PAGO POR VER: ¿HABRÁ ELECTORES BUENOS?

No basta con señalar la incapacidad de Vizcarra, el continuismo de Sagasti y llenarlos de adjetivos calificativos de grueso calibre. Con ello podemos desfogarnos pero no cambiamos la realidad ni encontramos soluciones para el largo plazo.

Lo inteligente es entender, comprender y analizar el pasado para proyectar el futuro; tener claro cuál fue el perfil de quienes nos gobernaron, es lo mínimo que debemos hacer.

Que seamos uno de los peores países del mundo en controlar la pandemia y de los últimos en comprar e inocular la vacuna a los peruanos, lo cual nos viene costando decenas de miles de muertes y el incremento de la pobreza en millones de compatriotas; es una tragedia aparentemente inexplicable.
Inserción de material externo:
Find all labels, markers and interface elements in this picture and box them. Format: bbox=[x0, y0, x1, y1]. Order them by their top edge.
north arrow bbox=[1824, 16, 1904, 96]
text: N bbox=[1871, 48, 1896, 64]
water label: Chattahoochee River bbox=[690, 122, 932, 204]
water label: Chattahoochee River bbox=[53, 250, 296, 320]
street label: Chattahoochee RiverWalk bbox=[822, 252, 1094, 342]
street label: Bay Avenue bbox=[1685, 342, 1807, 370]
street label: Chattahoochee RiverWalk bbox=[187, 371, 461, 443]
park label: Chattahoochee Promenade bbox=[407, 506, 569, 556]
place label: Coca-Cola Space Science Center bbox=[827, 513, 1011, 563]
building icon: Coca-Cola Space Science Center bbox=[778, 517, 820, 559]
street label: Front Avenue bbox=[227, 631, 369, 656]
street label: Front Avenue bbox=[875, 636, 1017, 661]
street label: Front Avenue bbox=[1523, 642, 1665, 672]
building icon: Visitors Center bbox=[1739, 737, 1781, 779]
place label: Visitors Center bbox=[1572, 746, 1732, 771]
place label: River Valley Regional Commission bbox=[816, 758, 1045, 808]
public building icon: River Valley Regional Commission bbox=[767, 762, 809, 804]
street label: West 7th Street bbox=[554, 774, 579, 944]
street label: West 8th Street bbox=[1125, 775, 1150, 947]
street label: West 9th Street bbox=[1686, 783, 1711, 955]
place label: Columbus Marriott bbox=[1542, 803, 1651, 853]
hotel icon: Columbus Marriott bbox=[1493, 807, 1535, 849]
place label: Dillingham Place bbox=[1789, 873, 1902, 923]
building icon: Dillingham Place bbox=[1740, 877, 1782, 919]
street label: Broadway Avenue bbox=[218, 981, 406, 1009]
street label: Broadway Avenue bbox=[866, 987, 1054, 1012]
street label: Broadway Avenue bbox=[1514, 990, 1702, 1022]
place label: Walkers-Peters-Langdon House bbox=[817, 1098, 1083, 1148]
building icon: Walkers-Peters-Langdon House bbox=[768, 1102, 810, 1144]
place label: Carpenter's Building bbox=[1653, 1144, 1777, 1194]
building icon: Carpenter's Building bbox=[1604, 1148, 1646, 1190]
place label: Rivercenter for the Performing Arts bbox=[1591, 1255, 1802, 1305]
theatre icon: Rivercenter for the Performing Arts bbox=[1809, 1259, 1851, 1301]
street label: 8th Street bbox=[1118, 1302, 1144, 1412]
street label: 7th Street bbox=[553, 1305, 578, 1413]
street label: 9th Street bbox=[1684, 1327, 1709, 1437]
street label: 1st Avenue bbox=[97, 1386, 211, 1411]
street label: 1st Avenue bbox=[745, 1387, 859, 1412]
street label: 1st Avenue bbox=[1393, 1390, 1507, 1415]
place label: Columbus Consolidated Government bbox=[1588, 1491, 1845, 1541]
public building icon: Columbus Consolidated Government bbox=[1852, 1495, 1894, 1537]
La verdad es que fue y seguirá siendo absolutamente previsible; la incapacidad del gobierno, sin ánimo de ofender, produjo el único escenario posible, cuando se pone al mando de un barco en plena tormenta, al grumete de turno, el resultado es previsible.

El grumete (ayudante y aprendiz de marinero) cumple una importante función en la limpieza y mantenimiento del barco, pero sería incapaz de conducirlo y llevarlo a puerto seguro.

La última década dejamos que los grumetes conduzcan el barco, apoyados por burócratas y teóricos, acostumbrados a vivir de presentaciones en Pawor Point, muy bien remuneradas. Tenemos más estudios encarpetados qué libros en la Biblioteca Nacional, cuyo único objetivo fue dar de comer a las cofradías de izquierda orilladas en ONGs.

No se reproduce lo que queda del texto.